--- SUPPLIED MATERIAL Enclosed Below ---
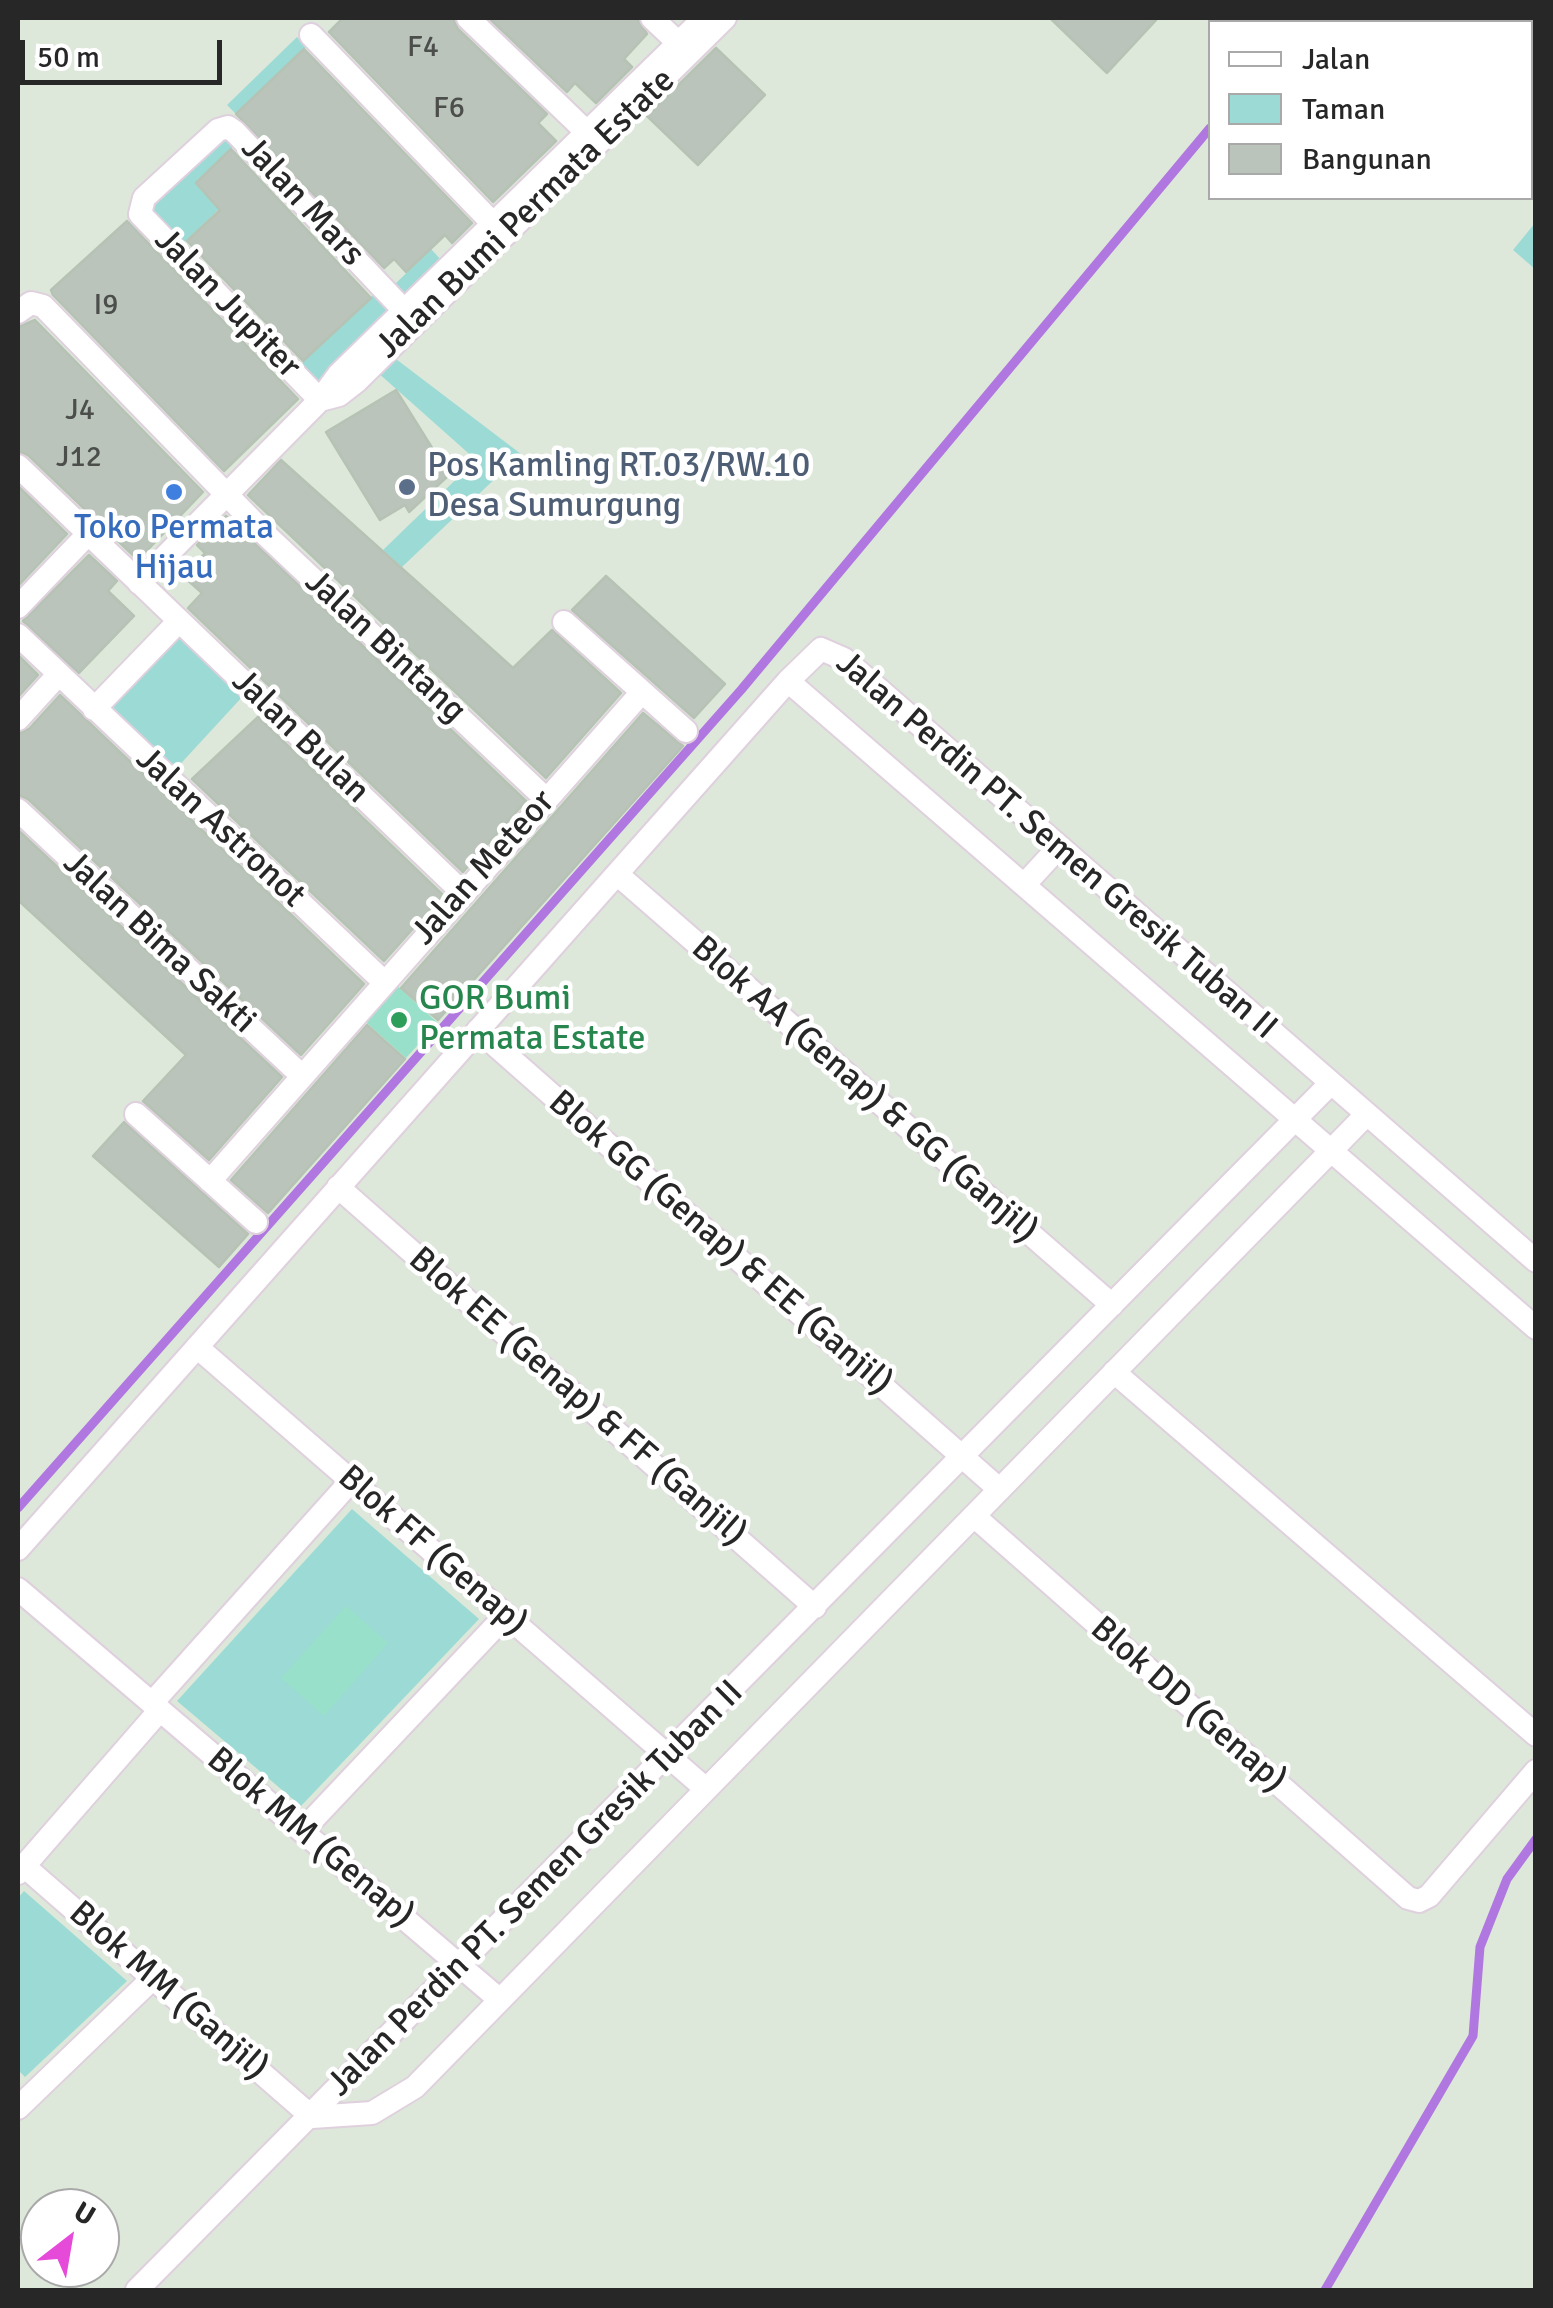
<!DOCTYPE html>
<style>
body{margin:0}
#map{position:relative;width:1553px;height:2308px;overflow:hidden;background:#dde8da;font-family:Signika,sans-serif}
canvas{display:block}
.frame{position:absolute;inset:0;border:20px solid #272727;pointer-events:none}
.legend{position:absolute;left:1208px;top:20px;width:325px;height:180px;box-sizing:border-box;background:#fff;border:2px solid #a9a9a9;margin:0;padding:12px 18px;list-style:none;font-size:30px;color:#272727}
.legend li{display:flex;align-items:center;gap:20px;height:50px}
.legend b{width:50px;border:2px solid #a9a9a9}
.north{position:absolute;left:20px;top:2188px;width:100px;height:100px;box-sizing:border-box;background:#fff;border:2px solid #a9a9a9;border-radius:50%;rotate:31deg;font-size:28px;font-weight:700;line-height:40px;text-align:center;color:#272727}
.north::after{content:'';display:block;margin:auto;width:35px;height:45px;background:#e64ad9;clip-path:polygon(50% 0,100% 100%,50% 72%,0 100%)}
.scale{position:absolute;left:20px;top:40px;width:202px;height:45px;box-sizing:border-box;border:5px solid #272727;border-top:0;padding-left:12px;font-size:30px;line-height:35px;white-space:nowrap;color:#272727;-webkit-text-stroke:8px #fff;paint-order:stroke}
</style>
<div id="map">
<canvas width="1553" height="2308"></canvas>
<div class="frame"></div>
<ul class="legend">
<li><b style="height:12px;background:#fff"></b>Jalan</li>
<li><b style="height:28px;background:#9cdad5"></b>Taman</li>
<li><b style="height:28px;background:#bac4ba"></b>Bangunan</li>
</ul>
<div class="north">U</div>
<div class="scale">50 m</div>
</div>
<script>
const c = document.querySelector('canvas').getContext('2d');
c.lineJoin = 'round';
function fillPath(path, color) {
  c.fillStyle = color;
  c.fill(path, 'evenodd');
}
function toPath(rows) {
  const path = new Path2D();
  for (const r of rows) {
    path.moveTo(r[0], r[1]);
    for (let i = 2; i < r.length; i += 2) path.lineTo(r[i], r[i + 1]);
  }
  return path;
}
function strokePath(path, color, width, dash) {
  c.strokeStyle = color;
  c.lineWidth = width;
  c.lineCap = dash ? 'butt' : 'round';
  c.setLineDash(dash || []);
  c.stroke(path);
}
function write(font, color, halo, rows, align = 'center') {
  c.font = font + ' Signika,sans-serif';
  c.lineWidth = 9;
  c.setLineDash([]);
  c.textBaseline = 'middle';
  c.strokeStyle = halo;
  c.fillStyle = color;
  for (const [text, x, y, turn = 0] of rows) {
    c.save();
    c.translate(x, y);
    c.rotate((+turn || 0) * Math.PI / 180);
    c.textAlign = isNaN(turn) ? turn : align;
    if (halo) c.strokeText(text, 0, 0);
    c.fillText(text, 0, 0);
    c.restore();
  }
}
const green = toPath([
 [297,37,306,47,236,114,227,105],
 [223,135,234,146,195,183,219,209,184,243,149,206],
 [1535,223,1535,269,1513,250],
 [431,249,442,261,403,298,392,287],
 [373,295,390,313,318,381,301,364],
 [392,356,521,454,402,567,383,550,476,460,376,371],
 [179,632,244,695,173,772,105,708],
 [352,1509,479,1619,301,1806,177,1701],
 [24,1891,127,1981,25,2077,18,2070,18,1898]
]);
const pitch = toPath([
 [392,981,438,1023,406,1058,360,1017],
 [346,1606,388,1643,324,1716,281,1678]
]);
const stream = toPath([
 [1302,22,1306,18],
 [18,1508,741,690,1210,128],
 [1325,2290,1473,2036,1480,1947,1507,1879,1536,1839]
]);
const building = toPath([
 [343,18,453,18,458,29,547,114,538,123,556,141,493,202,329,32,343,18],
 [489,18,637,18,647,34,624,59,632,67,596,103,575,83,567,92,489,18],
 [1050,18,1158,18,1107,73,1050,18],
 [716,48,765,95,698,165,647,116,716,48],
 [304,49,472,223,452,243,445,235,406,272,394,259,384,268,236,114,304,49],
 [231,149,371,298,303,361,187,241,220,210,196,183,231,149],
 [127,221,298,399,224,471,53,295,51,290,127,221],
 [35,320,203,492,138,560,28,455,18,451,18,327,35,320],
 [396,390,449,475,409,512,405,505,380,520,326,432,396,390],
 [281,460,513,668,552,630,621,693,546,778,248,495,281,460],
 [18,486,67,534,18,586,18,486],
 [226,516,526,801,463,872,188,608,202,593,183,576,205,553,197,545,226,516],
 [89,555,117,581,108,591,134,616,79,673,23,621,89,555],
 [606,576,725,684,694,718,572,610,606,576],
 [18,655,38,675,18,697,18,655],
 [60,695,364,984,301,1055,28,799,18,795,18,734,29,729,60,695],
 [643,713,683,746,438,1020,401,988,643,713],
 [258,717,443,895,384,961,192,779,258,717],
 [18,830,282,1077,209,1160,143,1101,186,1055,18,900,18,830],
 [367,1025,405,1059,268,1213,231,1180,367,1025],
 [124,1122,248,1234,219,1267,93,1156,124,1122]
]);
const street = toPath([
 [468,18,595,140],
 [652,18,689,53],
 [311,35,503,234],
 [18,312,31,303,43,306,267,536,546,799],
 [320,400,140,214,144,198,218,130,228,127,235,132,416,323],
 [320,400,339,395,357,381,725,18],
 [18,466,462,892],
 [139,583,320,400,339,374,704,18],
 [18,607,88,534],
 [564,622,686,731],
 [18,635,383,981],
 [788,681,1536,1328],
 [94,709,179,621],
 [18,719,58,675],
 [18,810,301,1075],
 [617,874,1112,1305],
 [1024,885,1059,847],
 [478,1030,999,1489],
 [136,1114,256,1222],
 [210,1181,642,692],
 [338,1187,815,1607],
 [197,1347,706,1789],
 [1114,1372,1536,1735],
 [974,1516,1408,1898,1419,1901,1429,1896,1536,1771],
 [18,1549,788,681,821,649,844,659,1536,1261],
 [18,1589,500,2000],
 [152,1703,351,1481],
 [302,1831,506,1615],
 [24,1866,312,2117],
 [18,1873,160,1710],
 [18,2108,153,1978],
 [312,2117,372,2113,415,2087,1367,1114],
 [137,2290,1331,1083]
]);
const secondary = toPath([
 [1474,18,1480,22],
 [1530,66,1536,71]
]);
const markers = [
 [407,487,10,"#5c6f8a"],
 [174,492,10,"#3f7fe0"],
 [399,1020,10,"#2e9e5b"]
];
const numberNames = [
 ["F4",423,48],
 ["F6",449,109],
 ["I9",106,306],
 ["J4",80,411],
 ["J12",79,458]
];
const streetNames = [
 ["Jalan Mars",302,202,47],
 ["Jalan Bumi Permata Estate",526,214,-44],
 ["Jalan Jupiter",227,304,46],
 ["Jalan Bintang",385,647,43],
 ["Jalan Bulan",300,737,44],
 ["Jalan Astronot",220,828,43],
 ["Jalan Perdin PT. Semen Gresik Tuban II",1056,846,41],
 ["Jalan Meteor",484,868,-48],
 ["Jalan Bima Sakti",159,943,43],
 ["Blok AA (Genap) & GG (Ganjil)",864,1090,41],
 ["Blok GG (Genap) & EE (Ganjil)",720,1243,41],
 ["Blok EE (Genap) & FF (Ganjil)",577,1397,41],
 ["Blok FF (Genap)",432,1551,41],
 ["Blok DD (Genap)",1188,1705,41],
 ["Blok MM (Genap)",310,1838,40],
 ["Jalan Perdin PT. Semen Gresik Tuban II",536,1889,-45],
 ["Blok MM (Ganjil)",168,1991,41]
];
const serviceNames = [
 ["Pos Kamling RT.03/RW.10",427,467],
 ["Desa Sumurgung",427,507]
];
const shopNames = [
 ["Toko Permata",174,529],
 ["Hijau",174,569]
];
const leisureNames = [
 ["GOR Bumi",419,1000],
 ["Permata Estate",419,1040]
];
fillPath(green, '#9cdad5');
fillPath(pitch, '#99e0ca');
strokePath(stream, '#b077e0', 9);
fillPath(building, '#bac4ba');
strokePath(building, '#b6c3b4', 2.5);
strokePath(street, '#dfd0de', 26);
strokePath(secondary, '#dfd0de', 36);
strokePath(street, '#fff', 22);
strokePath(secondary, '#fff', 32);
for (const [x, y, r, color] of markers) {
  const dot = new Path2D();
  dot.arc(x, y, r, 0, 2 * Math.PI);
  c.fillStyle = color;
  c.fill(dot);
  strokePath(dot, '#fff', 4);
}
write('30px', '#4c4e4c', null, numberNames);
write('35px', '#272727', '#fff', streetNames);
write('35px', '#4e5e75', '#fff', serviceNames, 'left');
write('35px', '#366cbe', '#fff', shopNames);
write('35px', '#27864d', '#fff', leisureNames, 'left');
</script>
--- End of Enclosed SUPPLIED MATERIAL ---
■ **TRY IT**:
Would you copy, unchanged, the stretch of the records above that begins at the line containing "c.textAlign = isNaN(turn) ? turn : align;" and ends at the line containing "[24,1891,127,1981,25,2077,18,2070,18,1898]", and only that?

■ **EXERCISE OUTPUT**:
    c.textAlign = isNaN(turn) ? turn : align;
    if (halo) c.strokeText(text, 0, 0);
    c.fillText(text, 0, 0);
    c.restore();
  }
}
const green = toPath([
 [297,37,306,47,236,114,227,105],
 [223,135,234,146,195,183,219,209,184,243,149,206],
 [1535,223,1535,269,1513,250],
 [431,249,442,261,403,298,392,287],
 [373,295,390,313,318,381,301,364],
 [392,356,521,454,402,567,383,550,476,460,376,371],
 [179,632,244,695,173,772,105,708],
 [352,1509,479,1619,301,1806,177,1701],
 [24,1891,127,1981,25,2077,18,2070,18,1898]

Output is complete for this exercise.